**WHAT THE TASK ASKS:** Please reproduce all of the entries exactly, without omitting any.

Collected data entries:
· · · ·

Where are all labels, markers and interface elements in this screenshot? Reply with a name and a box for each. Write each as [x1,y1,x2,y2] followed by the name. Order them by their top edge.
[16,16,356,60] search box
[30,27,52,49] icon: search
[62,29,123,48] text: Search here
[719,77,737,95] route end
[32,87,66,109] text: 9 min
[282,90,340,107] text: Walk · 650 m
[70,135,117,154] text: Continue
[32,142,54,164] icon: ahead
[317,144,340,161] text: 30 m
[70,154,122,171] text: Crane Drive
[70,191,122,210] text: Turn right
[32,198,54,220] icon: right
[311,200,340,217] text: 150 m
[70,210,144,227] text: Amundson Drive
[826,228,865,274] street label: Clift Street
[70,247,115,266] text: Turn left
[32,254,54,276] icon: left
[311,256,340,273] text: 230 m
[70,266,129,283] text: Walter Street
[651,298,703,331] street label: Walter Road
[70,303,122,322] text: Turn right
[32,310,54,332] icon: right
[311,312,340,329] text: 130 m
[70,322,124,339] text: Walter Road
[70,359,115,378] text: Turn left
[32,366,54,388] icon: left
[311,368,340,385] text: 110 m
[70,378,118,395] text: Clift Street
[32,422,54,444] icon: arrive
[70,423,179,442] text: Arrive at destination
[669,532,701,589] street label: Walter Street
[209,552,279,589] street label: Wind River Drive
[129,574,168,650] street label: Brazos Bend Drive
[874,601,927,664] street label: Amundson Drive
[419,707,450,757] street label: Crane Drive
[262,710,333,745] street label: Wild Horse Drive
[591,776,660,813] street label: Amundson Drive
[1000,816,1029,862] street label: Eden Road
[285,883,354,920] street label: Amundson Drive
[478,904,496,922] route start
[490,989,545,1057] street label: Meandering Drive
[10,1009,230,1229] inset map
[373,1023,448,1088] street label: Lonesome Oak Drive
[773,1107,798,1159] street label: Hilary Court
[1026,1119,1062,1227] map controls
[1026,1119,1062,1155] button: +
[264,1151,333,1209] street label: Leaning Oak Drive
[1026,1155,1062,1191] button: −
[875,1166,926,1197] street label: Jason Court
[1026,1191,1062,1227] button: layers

· · · ·

**TASK SOLUTION:**
Where are all labels, markers and interface elements in this screenshot? Reply with a name and a box for each. Write each as [x1,y1,x2,y2] followed by the name. Order them by their top edge.
[16,16,356,60] search box
[30,27,52,49] icon: search
[62,29,123,48] text: Search here
[719,77,737,95] route end
[32,87,66,109] text: 9 min
[282,90,340,107] text: Walk · 650 m
[70,135,117,154] text: Continue
[32,142,54,164] icon: ahead
[317,144,340,161] text: 30 m
[70,154,122,171] text: Crane Drive
[70,191,122,210] text: Turn right
[32,198,54,220] icon: right
[311,200,340,217] text: 150 m
[70,210,144,227] text: Amundson Drive
[826,228,865,274] street label: Clift Street
[70,247,115,266] text: Turn left
[32,254,54,276] icon: left
[311,256,340,273] text: 230 m
[70,266,129,283] text: Walter Street
[651,298,703,331] street label: Walter Road
[70,303,122,322] text: Turn right
[32,310,54,332] icon: right
[311,312,340,329] text: 130 m
[70,322,124,339] text: Walter Road
[70,359,115,378] text: Turn left
[32,366,54,388] icon: left
[311,368,340,385] text: 110 m
[70,378,118,395] text: Clift Street
[32,422,54,444] icon: arrive
[70,423,179,442] text: Arrive at destination
[669,532,701,589] street label: Walter Street
[209,552,279,589] street label: Wind River Drive
[129,574,168,650] street label: Brazos Bend Drive
[874,601,927,664] street label: Amundson Drive
[419,707,450,757] street label: Crane Drive
[262,710,333,745] street label: Wild Horse Drive
[591,776,660,813] street label: Amundson Drive
[1000,816,1029,862] street label: Eden Road
[285,883,354,920] street label: Amundson Drive
[478,904,496,922] route start
[490,989,545,1057] street label: Meandering Drive
[10,1009,230,1229] inset map
[373,1023,448,1088] street label: Lonesome Oak Drive
[773,1107,798,1159] street label: Hilary Court
[1026,1119,1062,1227] map controls
[1026,1119,1062,1155] button: +
[264,1151,333,1209] street label: Leaning Oak Drive
[1026,1155,1062,1191] button: −
[875,1166,926,1197] street label: Jason Court
[1026,1191,1062,1227] button: layers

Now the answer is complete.